** EXTRACTED INFORMATION follows **

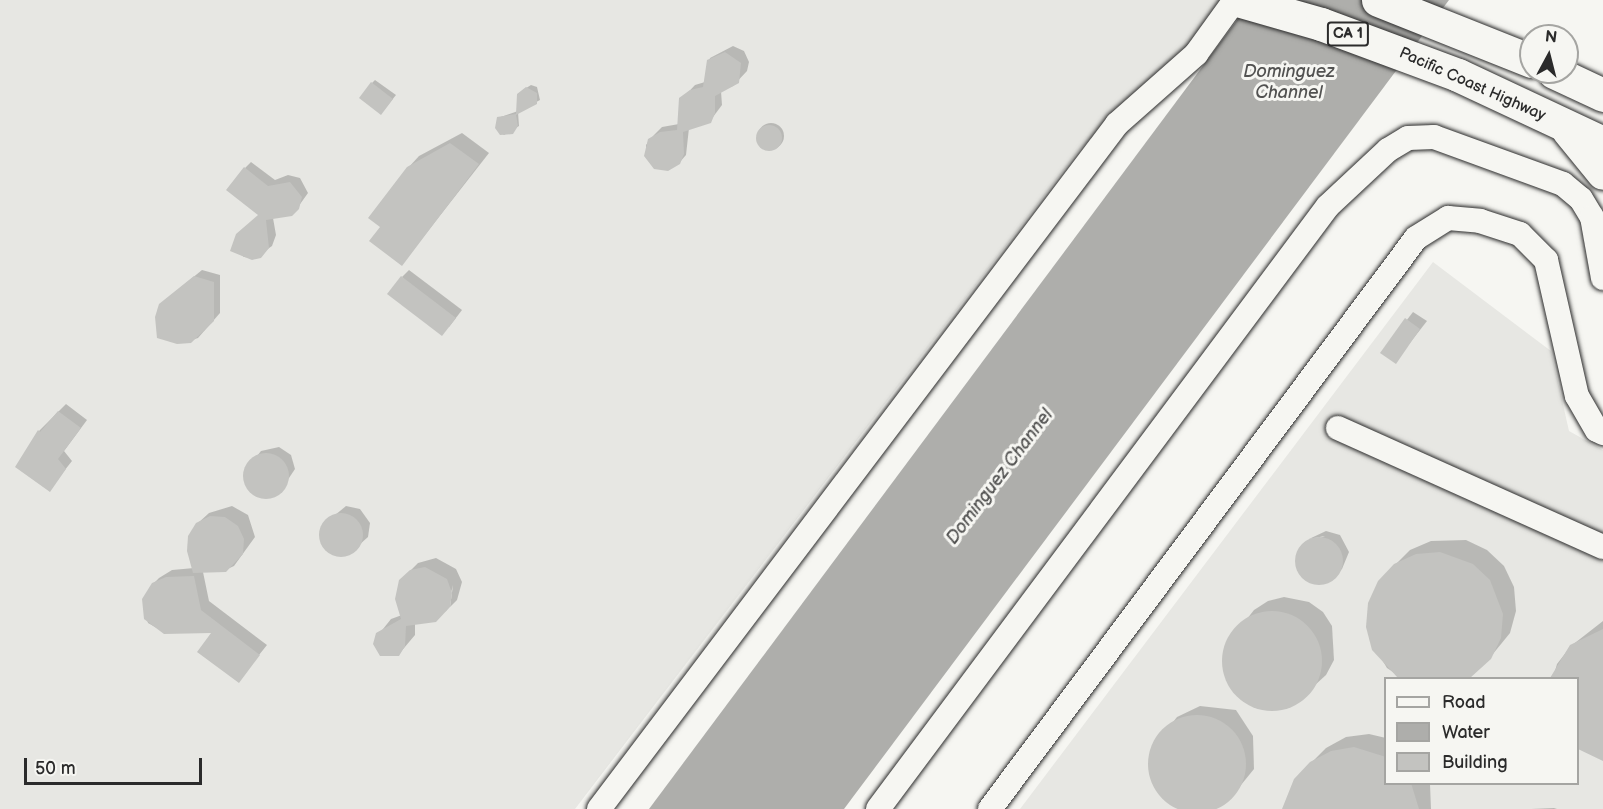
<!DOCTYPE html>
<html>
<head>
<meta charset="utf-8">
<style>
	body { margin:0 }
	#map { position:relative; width:1603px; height:809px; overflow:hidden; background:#f6f6f2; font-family:"Balsamiq Sans",sans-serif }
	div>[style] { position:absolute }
	.built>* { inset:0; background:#e7e7e3 }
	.water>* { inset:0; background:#aeaeab }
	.shadow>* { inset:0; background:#0003 }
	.round { border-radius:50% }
	.building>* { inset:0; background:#c3c3c0 }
	.roads { filter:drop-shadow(0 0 2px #2b2b2b) drop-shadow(0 0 2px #2b2b2b) }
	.minor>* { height:24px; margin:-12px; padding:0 12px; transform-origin:12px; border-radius:12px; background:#f6f6f2 }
	.highway>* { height:33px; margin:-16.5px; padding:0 16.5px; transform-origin:16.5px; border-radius:16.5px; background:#f6f6f2 }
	span { translate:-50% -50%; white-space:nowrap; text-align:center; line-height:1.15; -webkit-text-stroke:6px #f6f6f2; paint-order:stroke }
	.shield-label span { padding:2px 4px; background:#f6f6f2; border:2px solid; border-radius:4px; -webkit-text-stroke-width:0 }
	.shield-label { font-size:15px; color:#2b2b2b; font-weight:700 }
	.street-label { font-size:16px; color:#2b2b2b }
	.water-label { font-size:18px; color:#525251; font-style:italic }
	.legend { position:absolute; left:1384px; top:677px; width:195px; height:108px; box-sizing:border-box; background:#f6f6f2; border:2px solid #a5a5a2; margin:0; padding:8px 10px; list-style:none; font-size:18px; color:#2b2b2b }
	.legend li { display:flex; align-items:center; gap:12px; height:30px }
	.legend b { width:30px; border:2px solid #a5a5a2 }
	.north { position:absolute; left:1519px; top:24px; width:60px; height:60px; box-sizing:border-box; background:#f6f6f2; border:2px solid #a5a5a2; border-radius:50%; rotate:7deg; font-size:16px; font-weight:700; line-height:24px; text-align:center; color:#2b2b2b }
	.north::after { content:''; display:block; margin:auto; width:21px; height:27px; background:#2b2b2b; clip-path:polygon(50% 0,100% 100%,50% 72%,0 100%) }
	.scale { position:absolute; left:24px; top:758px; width:178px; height:27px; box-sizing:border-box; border:3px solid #2b2b2b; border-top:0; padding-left:8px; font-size:18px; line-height:21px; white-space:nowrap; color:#2b2b2b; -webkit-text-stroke:4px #f6f6f2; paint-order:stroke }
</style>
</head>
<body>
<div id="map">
	<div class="built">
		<div style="clip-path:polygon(0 0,1227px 0,1207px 28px,1079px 150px,575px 809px,0 809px)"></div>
		<div style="clip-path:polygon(evenodd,1433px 262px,1551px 351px,1569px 431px,1603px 450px,1603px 809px,1020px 809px,1433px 262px,1386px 678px,1578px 678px,1578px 784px,1386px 784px,1386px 678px)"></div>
	</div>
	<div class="water">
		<div style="clip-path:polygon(1252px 0,1449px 0,844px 809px,649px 809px)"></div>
	</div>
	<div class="shadow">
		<div style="clip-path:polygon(733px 46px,744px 51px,749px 62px,747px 71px,733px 86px,721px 91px,722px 105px,710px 121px,689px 128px,686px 155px,679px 163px,646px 158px,646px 145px,654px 135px,662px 127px,679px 124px,679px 102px,695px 85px,705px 82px,710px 58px)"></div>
		<div style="clip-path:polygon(375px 80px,396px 95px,384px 110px,372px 83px)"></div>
		<div style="clip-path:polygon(531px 85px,537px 87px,540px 100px,518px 112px,519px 126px,504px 135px,497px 128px,498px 118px,518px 111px,523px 90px)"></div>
		<div class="round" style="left:758px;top:123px;width:26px;height:26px"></div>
		<div style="clip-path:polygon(462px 133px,489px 153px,402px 264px,408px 168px,419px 156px)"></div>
		<div style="clip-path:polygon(251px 162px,275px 180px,288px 175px,300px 178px,308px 193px,298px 207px,273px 218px,276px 235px,272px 246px,255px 258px,244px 257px,232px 248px,260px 214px,245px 168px)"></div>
		<div style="clip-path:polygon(202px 270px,220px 275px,220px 313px,198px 338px,182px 343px,164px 301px)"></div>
		<div style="clip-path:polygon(409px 270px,462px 310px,449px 327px,402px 277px)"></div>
		<div style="clip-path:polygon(1413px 312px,1427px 321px,1395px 362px,1382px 352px)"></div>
		<div style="clip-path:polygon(66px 404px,87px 420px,64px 451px,72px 461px,49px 490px,39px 431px)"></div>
		<div style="clip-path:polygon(279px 447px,291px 455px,295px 469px,279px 493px,264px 498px,248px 489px,245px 471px,261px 451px)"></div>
		<div style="clip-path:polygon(232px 506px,248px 515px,255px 537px,234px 566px,221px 572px,203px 572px,209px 601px,267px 645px,238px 681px,215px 631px,164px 632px,148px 623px,143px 605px,150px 587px,159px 578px,172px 570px,194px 568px,197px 524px,209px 513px)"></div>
		<div style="clip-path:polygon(346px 506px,360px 509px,370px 523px,368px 537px,349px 554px,335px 555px,322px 543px,323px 525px)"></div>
		<div style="clip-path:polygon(1326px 531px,1340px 535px,1349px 552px,1342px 569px,1321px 583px,1303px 577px,1297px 563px,1304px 545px,1325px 536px,1309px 539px)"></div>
		<div style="clip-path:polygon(1466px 540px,1487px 550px,1504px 566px,1514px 587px,1516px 611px,1510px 633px,1488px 660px,1466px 678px,1402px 678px,1387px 668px,1369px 638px,1395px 565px,1410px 550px,1431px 541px)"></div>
		<div style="clip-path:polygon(436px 558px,456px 569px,462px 582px,457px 600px,450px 607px,453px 585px,447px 610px,431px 622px,415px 623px,415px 635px,399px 654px,375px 639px,391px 619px,402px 615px,407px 574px,418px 563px)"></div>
		<div style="clip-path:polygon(1284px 597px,1309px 602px,1323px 612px,1332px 626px,1334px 660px,1326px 675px,1292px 706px,1258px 708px,1243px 701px,1227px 681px,1225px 647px,1254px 610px,1268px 601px)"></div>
		<div style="clip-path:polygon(1603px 621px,1603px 756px,1578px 746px,1578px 678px,1553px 678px,1557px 664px,1571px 646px)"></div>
		<div style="clip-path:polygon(1200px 706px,1236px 710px,1253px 736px,1254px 769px,1228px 801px,1207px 809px,1180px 809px,1161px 796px,1149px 765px,1152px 749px,1177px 717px)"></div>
		<div style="clip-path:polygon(1369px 734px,1386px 738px,1386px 784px,1430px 784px,1431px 809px,1287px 809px,1311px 763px,1326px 748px,1346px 737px)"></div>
		<div style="clip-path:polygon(1554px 808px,1557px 809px,1529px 809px,1531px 809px)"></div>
	</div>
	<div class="building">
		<div style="clip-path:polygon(725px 52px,741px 63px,739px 83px,715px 96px,715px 113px,711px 123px,683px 132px,684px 154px,680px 164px,668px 171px,654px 169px,644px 156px,648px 139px,660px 132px,677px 130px,679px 98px,690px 90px,703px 87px,707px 60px)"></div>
		<div style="clip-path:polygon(371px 82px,393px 99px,381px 115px,359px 98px)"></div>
		<div style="clip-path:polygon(526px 87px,537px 93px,537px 104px,516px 115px,518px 126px,513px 134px,500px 135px,495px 128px,497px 117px,516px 114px,517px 94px)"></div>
		<div class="round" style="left:756px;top:125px;width:26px;height:26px"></div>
		<div style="clip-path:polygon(450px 143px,479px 164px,402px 266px,369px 241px,380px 227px,368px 218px,407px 167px)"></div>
		<div style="clip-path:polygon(244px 167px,268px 186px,290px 182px,302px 197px,299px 209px,292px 216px,266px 220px,269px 248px,261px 258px,252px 260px,230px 251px,236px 234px,258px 215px,226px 190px)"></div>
		<div style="clip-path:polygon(194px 276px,214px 282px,214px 321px,191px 343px,177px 344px,157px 338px,155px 317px,159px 304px)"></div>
		<div style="clip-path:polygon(401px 276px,456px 318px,442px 336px,387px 294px)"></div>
		<div style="clip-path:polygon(1405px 318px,1420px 329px,1396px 364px,1380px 353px)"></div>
		<div style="clip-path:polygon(58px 411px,81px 428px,58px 459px,66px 469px,50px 492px,15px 467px,38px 430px,40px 432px)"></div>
		<div class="round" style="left:243px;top:453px;width:46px;height:46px"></div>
		<div class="round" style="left:319px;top:513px;width:44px;height:44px"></div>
		<div style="clip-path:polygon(210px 516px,225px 517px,238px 526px,244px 539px,243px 554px,226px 572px,193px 573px,187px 551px,188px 536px,196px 523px)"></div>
		<div class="round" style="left:1295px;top:537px;width:48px;height:48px"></div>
		<div style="clip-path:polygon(1440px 552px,1473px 564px,1490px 580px,1503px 614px,1501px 638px,1491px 659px,1470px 678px,1398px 678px,1372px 650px,1366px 627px,1368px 603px,1378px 581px,1394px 564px,1416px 554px)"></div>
		<div style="clip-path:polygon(425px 567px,447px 579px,452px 593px,450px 607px,436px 622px,406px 626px,405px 646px,399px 656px,380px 656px,373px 644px,376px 633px,401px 619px,395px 599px,399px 580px,410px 570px)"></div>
		<div style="clip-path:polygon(194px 576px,201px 610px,260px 655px,239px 683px,197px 652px,211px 633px,164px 634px,144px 619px,142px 599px,152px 583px,166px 577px)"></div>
		<div class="round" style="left:1222px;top:611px;width:100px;height:100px"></div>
		<div style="clip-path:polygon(1603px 629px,1603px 761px,1578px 749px,1578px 678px,1550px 678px,1570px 645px)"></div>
		<div class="round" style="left:1148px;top:715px;width:98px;height:98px"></div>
		<div style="clip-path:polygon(1354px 747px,1386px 757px,1386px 783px,1411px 783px,1419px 809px,1282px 809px,1294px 779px,1310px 762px,1331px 751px)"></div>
	</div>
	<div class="roads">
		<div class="minor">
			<div style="left:1338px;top:428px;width:290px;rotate:24.2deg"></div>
			<div style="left:599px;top:809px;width:859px;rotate:-52.9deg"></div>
			<div style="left:1117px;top:124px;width:106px;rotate:-41.5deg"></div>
			<div style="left:1196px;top:54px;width:67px;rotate:-54.2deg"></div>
			<div style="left:878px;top:809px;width:752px;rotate:-53.27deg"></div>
			<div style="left:1328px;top:206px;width:82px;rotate:-43deg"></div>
			<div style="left:1388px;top:150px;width:23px;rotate:-31deg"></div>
			<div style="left:1408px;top:138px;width:26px;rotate:-2deg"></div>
			<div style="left:1434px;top:137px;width:137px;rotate:20deg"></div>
			<div style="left:1563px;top:184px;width:23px;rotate:40deg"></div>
			<div style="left:1581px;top:199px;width:21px;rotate:59deg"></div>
			<div style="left:1592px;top:217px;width:62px;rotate:79.8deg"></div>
			<div style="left:990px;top:809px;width:712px;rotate:-53.27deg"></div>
			<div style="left:1416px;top:238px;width:38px;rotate:-32deg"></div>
			<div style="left:1448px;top:218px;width:32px;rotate:5deg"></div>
			<div style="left:1480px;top:221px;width:42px;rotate:18deg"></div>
			<div style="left:1520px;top:234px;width:37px;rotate:45deg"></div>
			<div style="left:1546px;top:260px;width:139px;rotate:77.2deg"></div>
			<div style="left:1577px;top:396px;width:39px;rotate:60deg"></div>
			<div style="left:1597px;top:430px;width:7px;rotate:27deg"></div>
		</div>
		<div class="highway">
			<div style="left:1237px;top:0;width:87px;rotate:15.9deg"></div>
			<div style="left:1321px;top:24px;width:146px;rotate:20.4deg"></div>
			<div style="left:1458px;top:75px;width:160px;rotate:25.1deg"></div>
			<div style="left:1378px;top:0;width:165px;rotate:21.7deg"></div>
			<div style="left:1554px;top:72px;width:54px;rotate:25.1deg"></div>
			<div style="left:1568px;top:130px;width:55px;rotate:50.9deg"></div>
		</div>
	</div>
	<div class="shield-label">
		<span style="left:1348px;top:34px">CA 1</span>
	</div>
	<div class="street-label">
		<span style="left:1472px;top:85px;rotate:24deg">Pacific Coast Highway</span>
	</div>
	<div class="water-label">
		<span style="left:1289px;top:83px">Dominguez<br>Channel</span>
		<span style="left:1000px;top:477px;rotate:-53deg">Dominguez Channel</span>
	</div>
	<ul class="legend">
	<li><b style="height:8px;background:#f6f6f2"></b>Road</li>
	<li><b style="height:16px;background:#aeaeab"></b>Water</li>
	<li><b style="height:16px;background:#c3c3c0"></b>Building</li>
	</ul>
	<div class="north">N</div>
	<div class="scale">50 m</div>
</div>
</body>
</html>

** End of EXTRACTED INFORMATION **

WORK REQUIRED:
What you give back should be exactly the lines from the top of the data above down to and including the line with "padding:2px 4px; background:#f6f6f2;", minus any pictures.

TASK OUTPUT:
<!DOCTYPE html>
<html>
<head>
<meta charset="utf-8">
<style>
	body { margin:0 }
	#map { position:relative; width:1603px; height:809px; overflow:hidden; background:#f6f6f2; font-family:"Balsamiq Sans",sans-serif }
	div>[style] { position:absolute }
	.built>* { inset:0; background:#e7e7e3 }
	.water>* { inset:0; background:#aeaeab }
	.shadow>* { inset:0; background:#0003 }
	.round { border-radius:50% }
	.building>* { inset:0; background:#c3c3c0 }
	.roads { filter:drop-shadow(0 0 2px #2b2b2b) drop-shadow(0 0 2px #2b2b2b) }
	.minor>* { height:24px; margin:-12px; padding:0 12px; transform-origin:12px; border-radius:12px; background:#f6f6f2 }
	.highway>* { height:33px; margin:-16.5px; padding:0 16.5px; transform-origin:16.5px; border-radius:16.5px; background:#f6f6f2 }
	span { translate:-50% -50%; white-space:nowrap; text-align:center; line-height:1.15; -webkit-text-stroke:6px #f6f6f2; paint-order:stroke }
	.shield-label span { padding:2px 4px; background:#f6f6f2; border:2px solid; border-radius:4px; -webkit-text-stroke-width:0 }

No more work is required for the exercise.